*ABOUT THIS TASK*. One exact copy of the listing, minus the images, is the required answer.

******

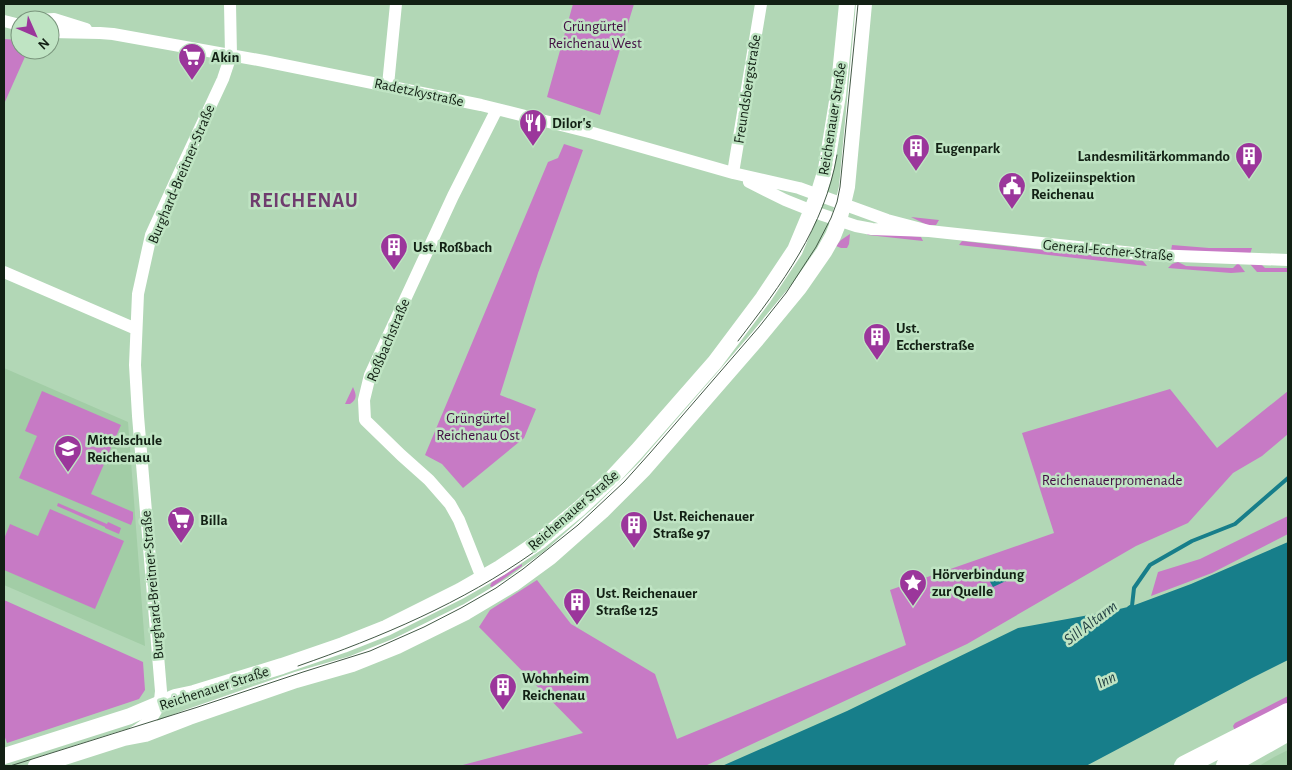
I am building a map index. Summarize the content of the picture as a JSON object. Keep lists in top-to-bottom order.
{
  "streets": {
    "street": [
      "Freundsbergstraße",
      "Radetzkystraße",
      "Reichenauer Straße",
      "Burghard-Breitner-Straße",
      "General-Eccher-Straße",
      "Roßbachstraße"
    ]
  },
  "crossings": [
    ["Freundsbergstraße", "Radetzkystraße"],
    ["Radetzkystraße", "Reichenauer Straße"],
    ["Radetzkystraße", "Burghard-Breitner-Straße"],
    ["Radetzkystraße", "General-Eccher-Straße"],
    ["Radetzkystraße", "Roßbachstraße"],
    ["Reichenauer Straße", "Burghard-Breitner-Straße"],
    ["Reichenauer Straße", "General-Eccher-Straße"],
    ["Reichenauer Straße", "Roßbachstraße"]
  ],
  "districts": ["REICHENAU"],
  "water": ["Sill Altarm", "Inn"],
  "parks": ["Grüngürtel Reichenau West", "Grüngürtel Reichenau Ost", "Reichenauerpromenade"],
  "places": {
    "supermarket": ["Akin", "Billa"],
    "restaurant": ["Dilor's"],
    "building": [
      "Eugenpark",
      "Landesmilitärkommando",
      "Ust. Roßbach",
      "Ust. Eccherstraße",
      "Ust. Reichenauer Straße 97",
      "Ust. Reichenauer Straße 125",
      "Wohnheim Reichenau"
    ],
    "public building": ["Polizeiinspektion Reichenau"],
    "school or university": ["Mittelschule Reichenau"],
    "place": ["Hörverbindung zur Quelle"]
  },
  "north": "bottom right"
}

******

*EXERCISE RESPONSE*.
I am building a map index. Summarize the content of the picture as a JSON object. Keep lists in top-to-bottom order.
{
  "streets": {
    "street": [
      "Freundsbergstraße",
      "Radetzkystraße",
      "Reichenauer Straße",
      "Burghard-Breitner-Straße",
      "General-Eccher-Straße",
      "Roßbachstraße"
    ]
  },
  "crossings": [
    ["Freundsbergstraße", "Radetzkystraße"],
    ["Radetzkystraße", "Reichenauer Straße"],
    ["Radetzkystraße", "Burghard-Breitner-Straße"],
    ["Radetzkystraße", "General-Eccher-Straße"],
    ["Radetzkystraße", "Roßbachstraße"],
    ["Reichenauer Straße", "Burghard-Breitner-Straße"],
    ["Reichenauer Straße", "General-Eccher-Straße"],
    ["Reichenauer Straße", "Roßbachstraße"]
  ],
  "districts": ["REICHENAU"],
  "water": ["Sill Altarm", "Inn"],
  "parks": ["Grüngürtel Reichenau West", "Grüngürtel Reichenau Ost", "Reichenauerpromenade"],
  "places": {
    "supermarket": ["Akin", "Billa"],
    "restaurant": ["Dilor's"],
    "building": [
      "Eugenpark",
      "Landesmilitärkommando",
      "Ust. Roßbach",
      "Ust. Eccherstraße",
      "Ust. Reichenauer Straße 97",
      "Ust. Reichenauer Straße 125",
      "Wohnheim Reichenau"
    ],
    "public building": ["Polizeiinspektion Reichenau"],
    "school or university": ["Mittelschule Reichenau"],
    "place": ["Hörverbindung zur Quelle"]
  },
  "north": "bottom right"
}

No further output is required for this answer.